DEFROCKING PUBLISHING


The trouble with writing about publishing is that publishing doesn’t exist and never did.  It is an invented concept that has become connected to books and writing so as to improve their value.  

It has become like sainthood, but there’s no such thing as sainthood. There are praiseworthy lives of people we call “saints” to indicate that some institutional body, quite worldly, sees an advantage in claiming that saints have supernatural powers (thus miracles are required) and then using that claim to make money and prove their value for the institution, maybe by promoting relics or selling indulgences.

So “publishing” when converting content to distributed print was expensive, because of the cost of paper/leather/ink and its handling and transporting, what it said was “we of this ‘church’ feel that this content is saint-level. Therefore buy it.” The bulk of the money goes to the “church” though they are NOT capable of producing content/becoming saints.  

When the church controlled the production of copies hand-written by monks, their value was much higher.  The importance of the printing press was that books became much cheaper, so the business of “publishing” brought back some of the costliness.  This was connected to the newly forming “middle class” of moderately prosperous people. 

Now that content can be put into print and sent out to the world with the push of a button, it might still be saint-quality, but people have become confused and want money to change hands as proof. It’s clear that print on screens is even cheaper, but what economic “class” is forming?

But wait — there’s more. Once printing is removed, “publishing” becomes advertising. Anyone can pay for advertising. In fact, the church pays for advertising to make the machinery of creating a saint successful.  They lobby, just as movie studios lobby for their films to receive Academy Awards. If a rich person wants his wife to be “published”, he doesn’t need anything but access to “Oprah,” cleverly placed billboards, air-time adverts, endorsements from saintly people attached to churches, and a proper election campaign. We know this in America.

Don’t waste time with “publishing houses” when it is notoriety that works. THAT’s the supernatural element. it would help if the wife were scandalous or had a fatal disease.

There’s plenty more to say. The biggest part is about audience. Sainthood is useless unless there are believers in that “church,” people who think that a publishing house is an imprint of quality. (Some are.) To write without readers means not even needing readers — at least not for money. But a writer cannot escape the readers in his or her head. Those wishing to read are very much shaped by the times. There’s no use in being Gandhi when the British Empire has collapsed. Now who writes for the internal oppressors?

Part of the skill of writing (and sainthood) is simply who WANTS your message, which cannot be controlled beyond advertising. The great failure of the moment is that the publishing houses simply don’t know what people will buy. (Neither do the churches.) “Tell us what you want,” both demand, sending out endless questionnaires invented by people who have no idea what’s out there, so that their questionnaires are like asking a horse how much milk it gives in a day. Possible but irrelevant. (I love the quip about milking cats that’s going around — there won’t be much product and you’ll get hurt in the process.)

India is a particularly apt locus for stories about culture because the place has been so multiple, so complex, so tolerant and so deadly. The terrain is what the Silk Roads once crossed and possibly where Jesus got his best ideas. Indians have been inventors and enforcers of class/caste.
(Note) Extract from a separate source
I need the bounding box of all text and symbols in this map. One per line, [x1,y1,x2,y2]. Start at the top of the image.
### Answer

In the Sixties and Seventies everyone thought they were near-supernatural with adepts who could hold their breath and walk on fire and sleep on nails. 

At the same time they were seen as notorious tricksters — just like writers. Color is thrown in your face, shit goes up your nose. Water is full of dead bodies. Yet somehow that engages more of our brains; it is a sort of cultural S/M where the temple friezes show how and where to apply your tongue. They give permission. There’s no such thing as tantric Anglicanism, though many wish there were. 
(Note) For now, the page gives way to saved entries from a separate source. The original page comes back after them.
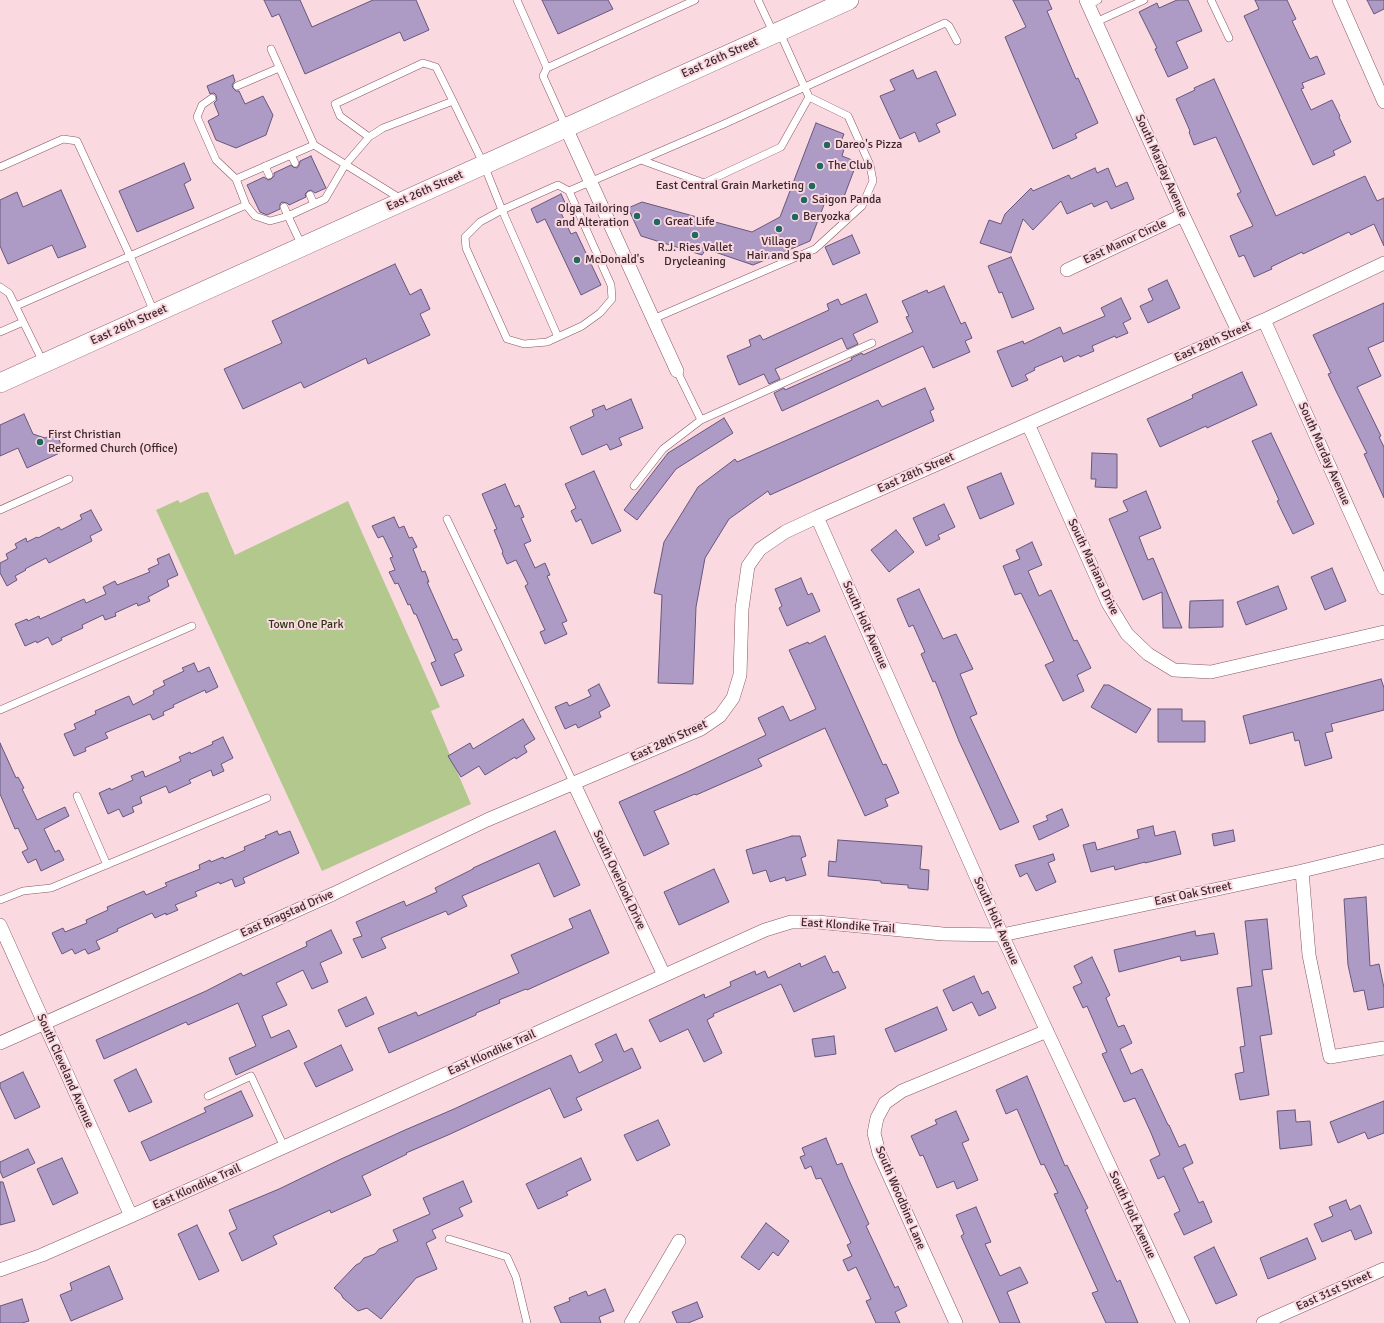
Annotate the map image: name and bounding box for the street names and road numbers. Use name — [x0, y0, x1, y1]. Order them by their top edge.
street label: East 26th Street — [679, 35, 761, 81]
street label: South Marday Avenue — [1132, 112, 1190, 220]
street label: East 26th Street — [384, 168, 466, 214]
street label: East Manor Circle — [1081, 216, 1169, 268]
street label: East 26th Street — [88, 302, 170, 348]
street label: East 28th Street — [1172, 319, 1254, 365]
street label: South Marday Avenue — [1295, 400, 1353, 508]
street label: East 28th Street — [875, 450, 957, 496]
street label: South Mariana Drive — [1064, 517, 1122, 617]
street label: South Holt Avenue — [839, 579, 891, 671]
street label: East 28th Street — [629, 717, 709, 765]
street label: South Overlook Drive — [590, 828, 648, 932]
street label: South Holt Avenue — [970, 875, 1022, 967]
street label: East Oak Street — [1153, 879, 1233, 909]
street label: East Bragstad Drive — [238, 887, 336, 941]
street label: East Klondike Trail — [800, 916, 896, 936]
street label: South Cleveland Avenue — [33, 1012, 97, 1130]
street label: East Klondike Trail — [446, 1027, 538, 1079]
street label: South Woodbine Lane — [872, 1144, 928, 1252]
street label: East Klondike Trail — [151, 1161, 243, 1213]
street label: South Holt Avenue — [1105, 1169, 1159, 1261]
street label: East 31st Street — [1294, 1268, 1374, 1314]

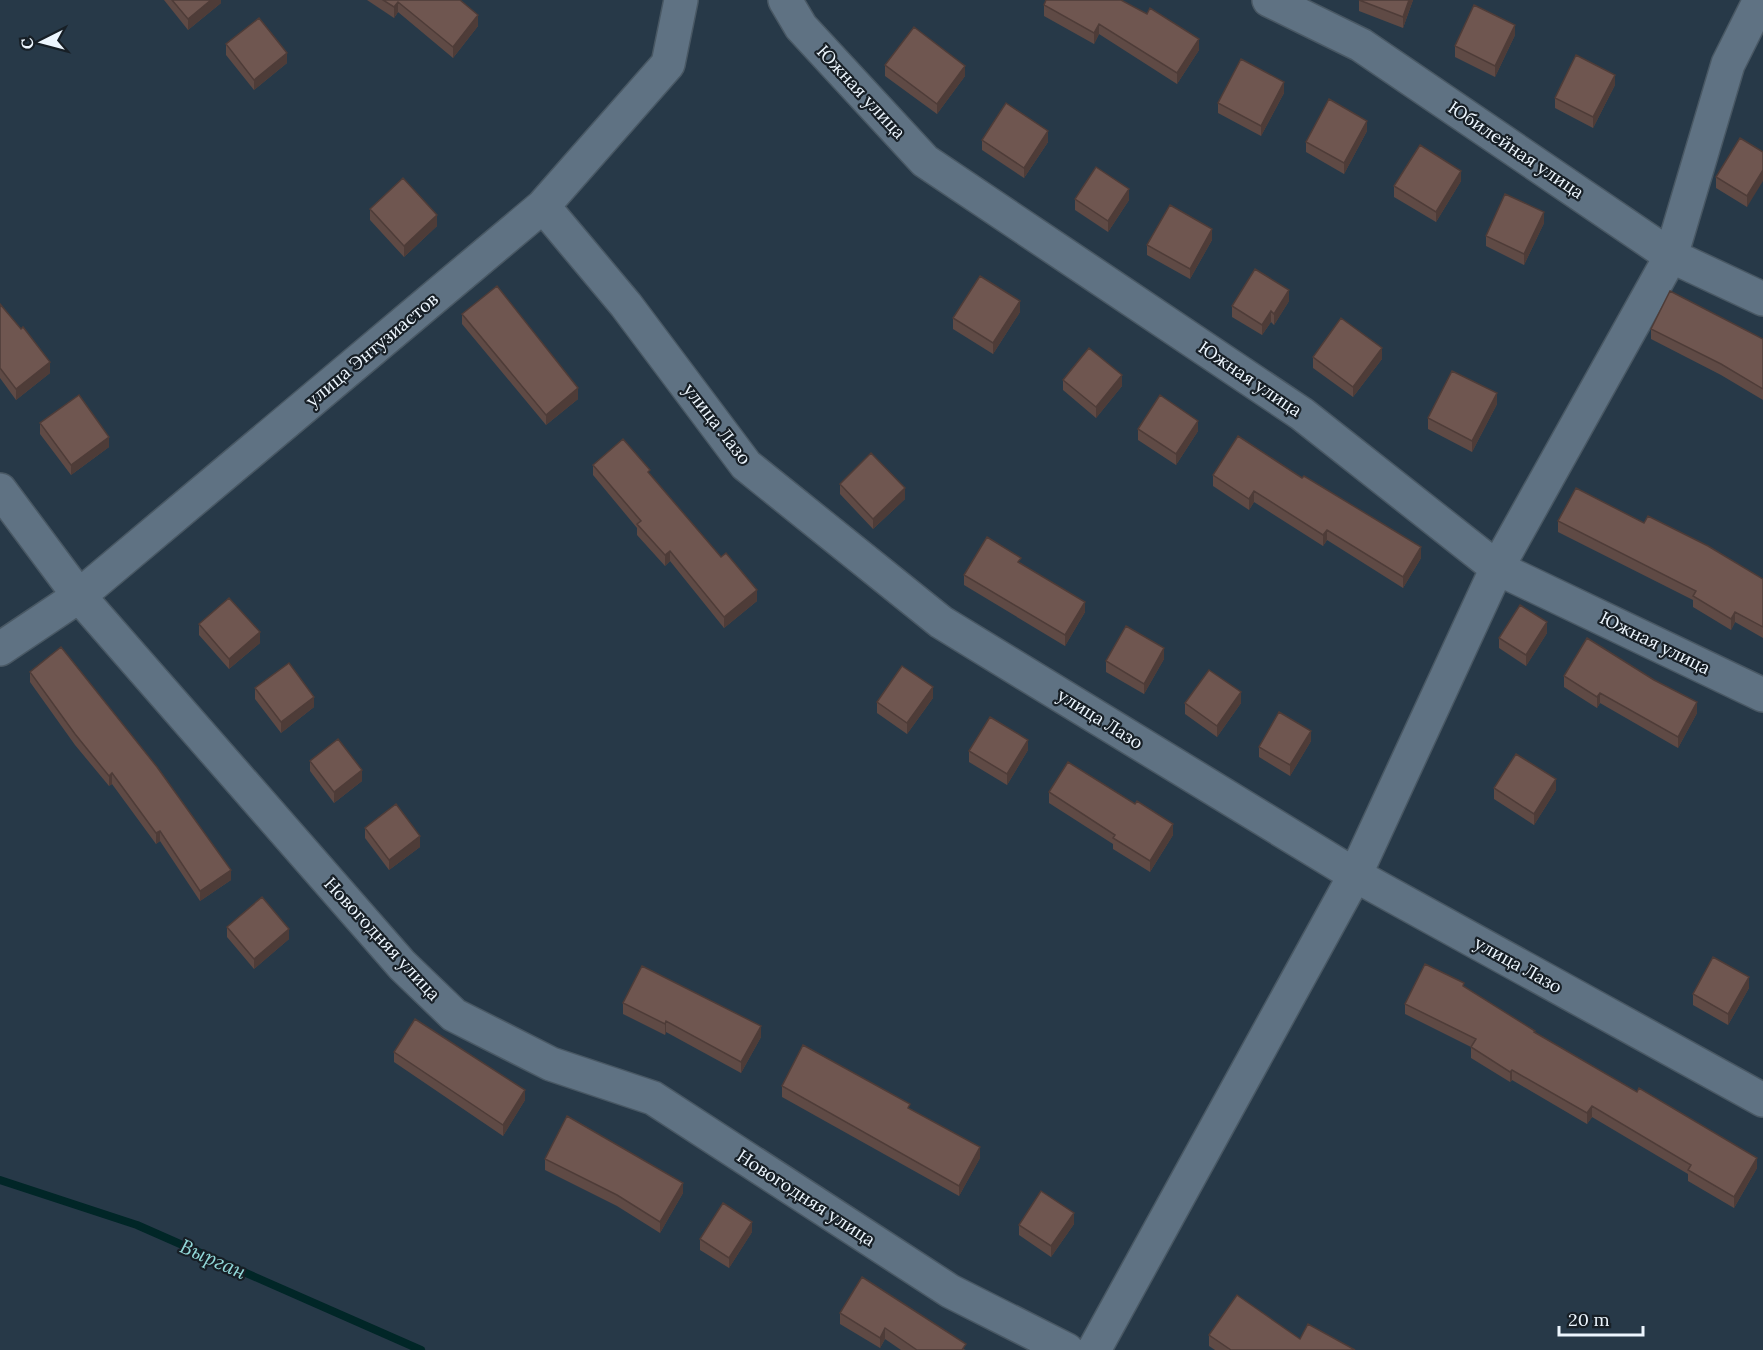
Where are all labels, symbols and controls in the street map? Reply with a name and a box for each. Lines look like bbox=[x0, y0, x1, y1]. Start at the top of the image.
north arrow bbox=[12, 12, 72, 72]
text: С bbox=[17, 37, 38, 50]
street label: Южная улица bbox=[812, 40, 911, 143]
street label: Юбилейная улица bbox=[1444, 96, 1589, 204]
street label: улица Энтузиастов bbox=[301, 287, 443, 412]
street label: Южная улица bbox=[1194, 335, 1306, 422]
street label: улица Лазо bbox=[678, 378, 756, 469]
street label: Южная улица bbox=[1596, 606, 1714, 679]
street label: улица Лазо bbox=[1053, 683, 1148, 754]
street label: Новогодняя улица bbox=[319, 872, 445, 1005]
street label: улица Лазо bbox=[1470, 931, 1566, 998]
street label: Новогодняя улица bbox=[733, 1144, 880, 1251]
water label: Вырган bbox=[176, 1233, 250, 1284]
scale bar bbox=[1559, 1299, 1643, 1337]
text: 20 m bbox=[1568, 1308, 1610, 1331]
Yet quietly those who wish to help others, go about their business. If they write something that strikes a chord in others — “does it hurt here?” — they may become famous, sainted, promoted by others, even out of control.
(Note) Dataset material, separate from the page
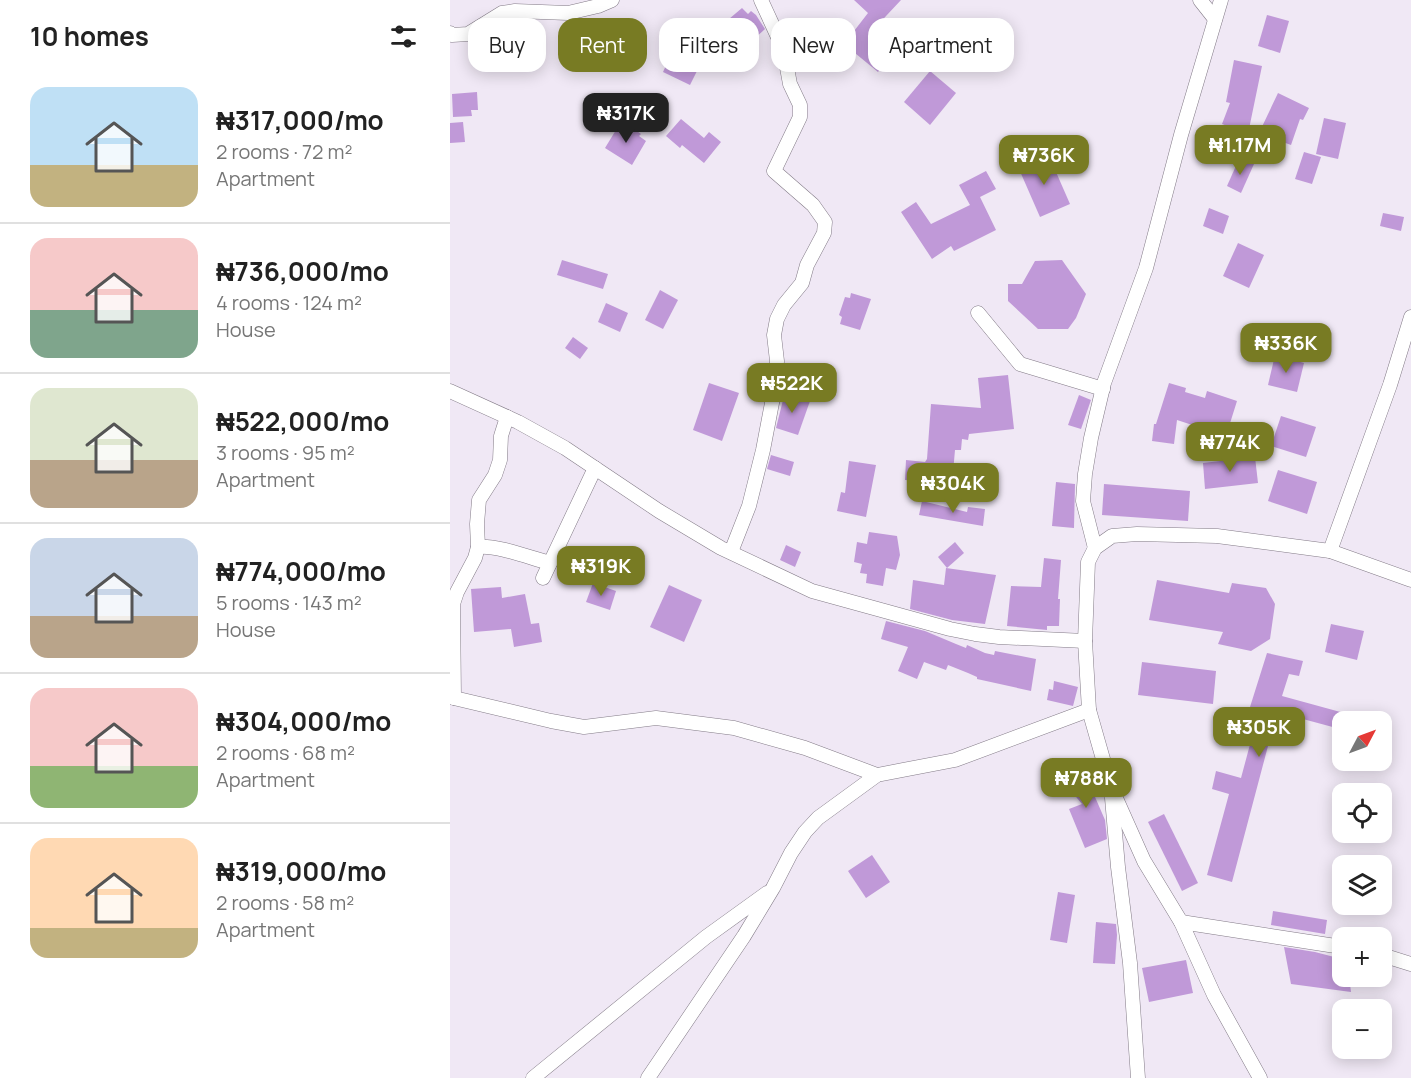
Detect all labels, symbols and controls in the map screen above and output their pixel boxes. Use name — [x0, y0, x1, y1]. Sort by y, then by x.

To think in narrative images that progress without even the author knowing where they will go is to access something deep and meaningful. Writer and readers may touch the Sacred. They may be burned. I suppose that agents are like priests in that they try to recognize what is Holy and to support it, but they are often mistaken. They don’t get out much, for one thing, and some went into the church to hide, for another. So what do they know about the world that thrusts us up against torture and oblivion? It’s easy for them to become perverted because they don’t take the Holy seriously enough. If it is not their heart’s passion after all, they are just there for the costumes and theme music.